[MATERIAL SUPPLIED]
'''

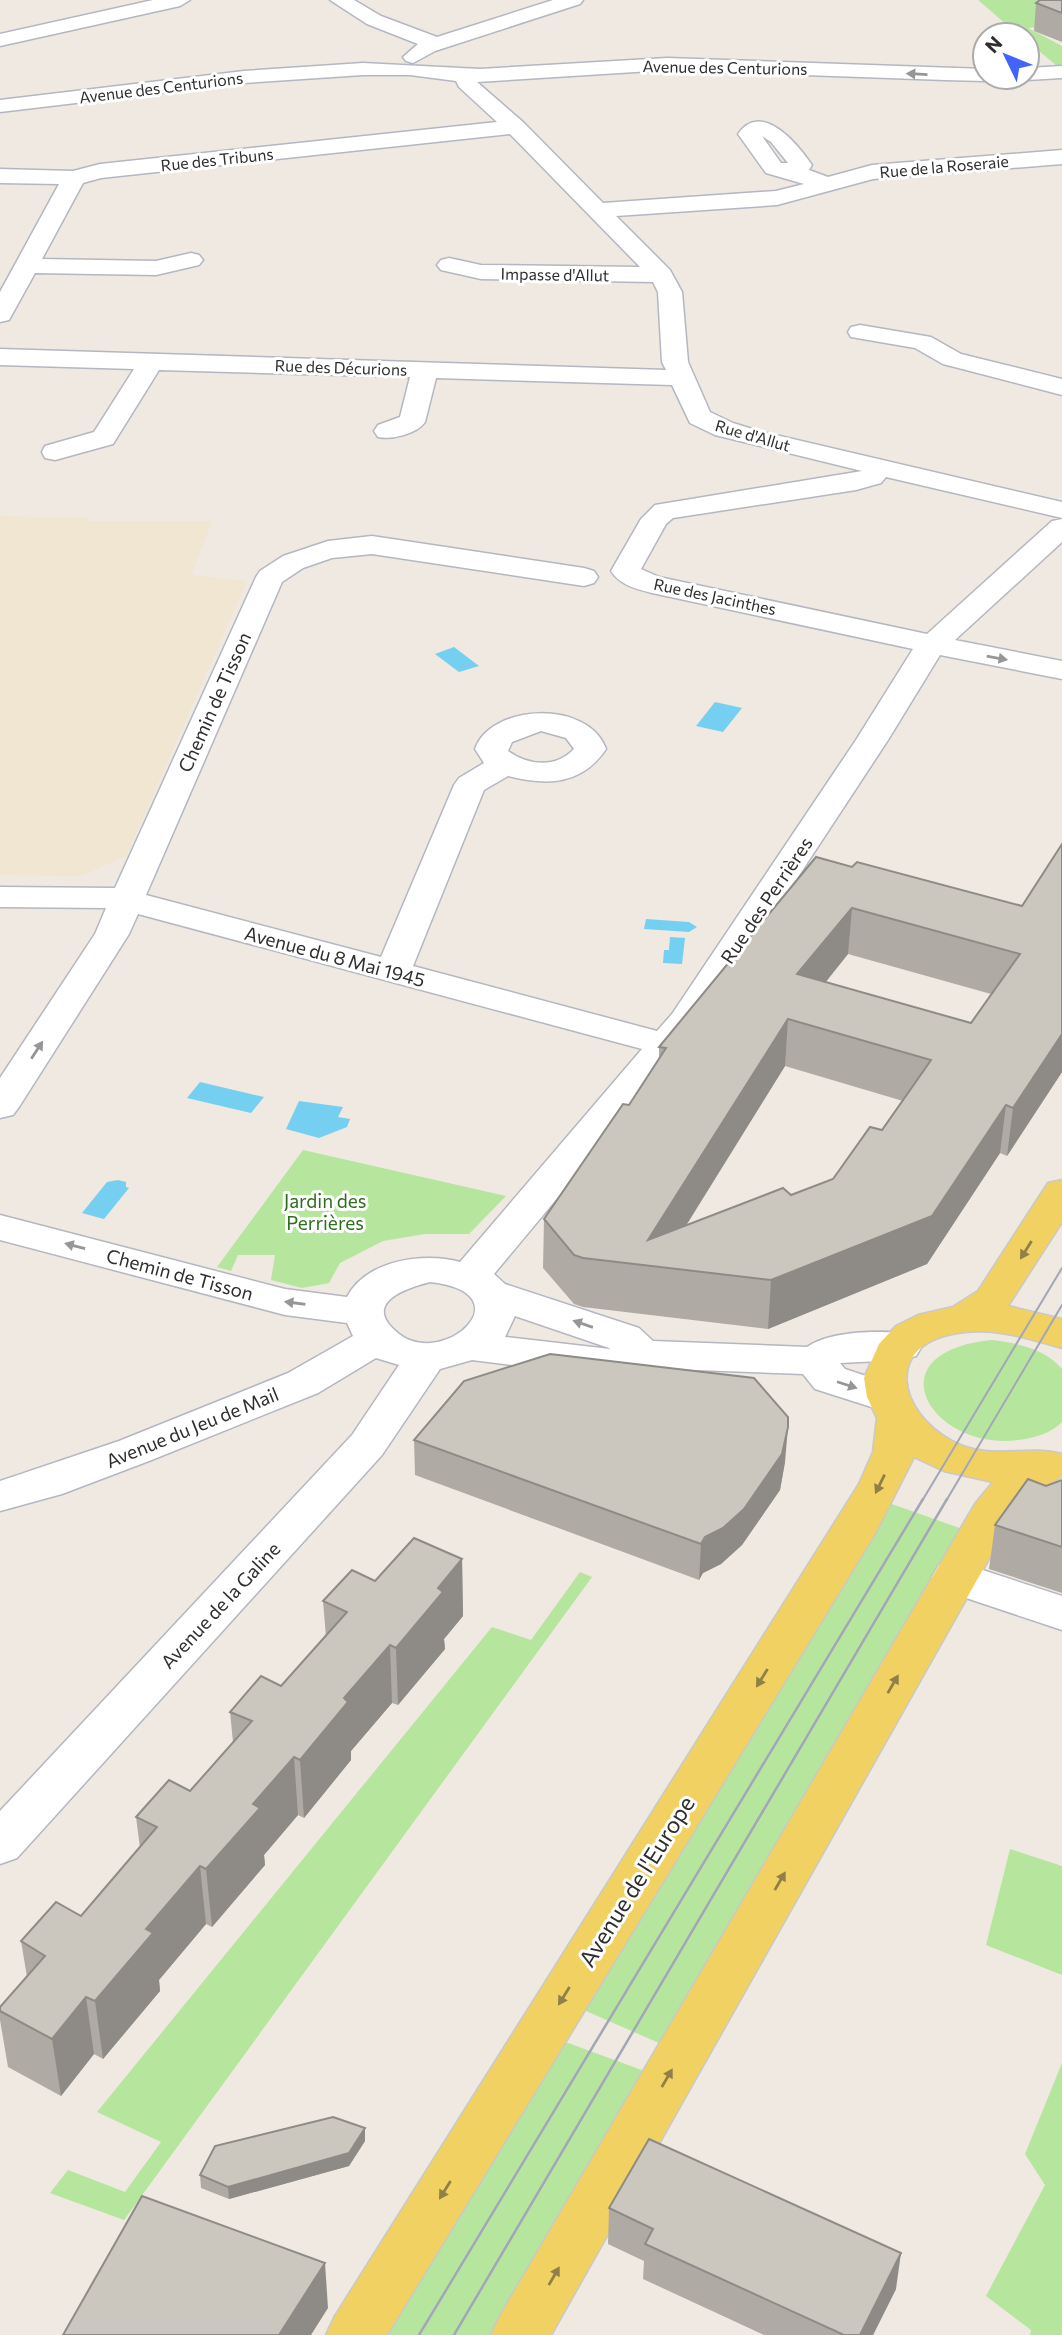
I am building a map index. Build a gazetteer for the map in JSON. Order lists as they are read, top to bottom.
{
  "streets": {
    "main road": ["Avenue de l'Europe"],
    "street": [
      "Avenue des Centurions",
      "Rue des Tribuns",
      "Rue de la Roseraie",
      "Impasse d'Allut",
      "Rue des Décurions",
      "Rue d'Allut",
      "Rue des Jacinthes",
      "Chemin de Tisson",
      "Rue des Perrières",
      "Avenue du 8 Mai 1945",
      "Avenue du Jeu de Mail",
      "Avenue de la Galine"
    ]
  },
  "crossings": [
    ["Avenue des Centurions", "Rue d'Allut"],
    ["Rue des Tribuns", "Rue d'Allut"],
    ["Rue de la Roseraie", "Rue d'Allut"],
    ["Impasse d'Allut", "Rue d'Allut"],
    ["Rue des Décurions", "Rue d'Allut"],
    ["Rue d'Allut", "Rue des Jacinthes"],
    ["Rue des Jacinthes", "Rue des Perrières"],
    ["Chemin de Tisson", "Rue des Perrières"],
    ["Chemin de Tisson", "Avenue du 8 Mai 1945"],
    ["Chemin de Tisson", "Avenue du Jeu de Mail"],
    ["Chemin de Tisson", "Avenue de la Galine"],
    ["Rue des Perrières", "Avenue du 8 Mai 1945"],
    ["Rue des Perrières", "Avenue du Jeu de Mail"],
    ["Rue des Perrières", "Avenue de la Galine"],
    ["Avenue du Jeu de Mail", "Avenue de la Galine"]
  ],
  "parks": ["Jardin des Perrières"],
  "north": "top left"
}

'''

The lines above should be transcribed exactly, with every image removed.

[WRITTEN ANSWER]
I am building a map index. Build a gazetteer for the map in JSON. Order lists as they are read, top to bottom.
{
  "streets": {
    "main road": ["Avenue de l'Europe"],
    "street": [
      "Avenue des Centurions",
      "Rue des Tribuns",
      "Rue de la Roseraie",
      "Impasse d'Allut",
      "Rue des Décurions",
      "Rue d'Allut",
      "Rue des Jacinthes",
      "Chemin de Tisson",
      "Rue des Perrières",
      "Avenue du 8 Mai 1945",
      "Avenue du Jeu de Mail",
      "Avenue de la Galine"
    ]
  },
  "crossings": [
    ["Avenue des Centurions", "Rue d'Allut"],
    ["Rue des Tribuns", "Rue d'Allut"],
    ["Rue de la Roseraie", "Rue d'Allut"],
    ["Impasse d'Allut", "Rue d'Allut"],
    ["Rue des Décurions", "Rue d'Allut"],
    ["Rue d'Allut", "Rue des Jacinthes"],
    ["Rue des Jacinthes", "Rue des Perrières"],
    ["Chemin de Tisson", "Rue des Perrières"],
    ["Chemin de Tisson", "Avenue du 8 Mai 1945"],
    ["Chemin de Tisson", "Avenue du Jeu de Mail"],
    ["Chemin de Tisson", "Avenue de la Galine"],
    ["Rue des Perrières", "Avenue du 8 Mai 1945"],
    ["Rue des Perrières", "Avenue du Jeu de Mail"],
    ["Rue des Perrières", "Avenue de la Galine"],
    ["Avenue du Jeu de Mail", "Avenue de la Galine"]
  ],
  "parks": ["Jardin des Perrières"],
  "north": "top left"
}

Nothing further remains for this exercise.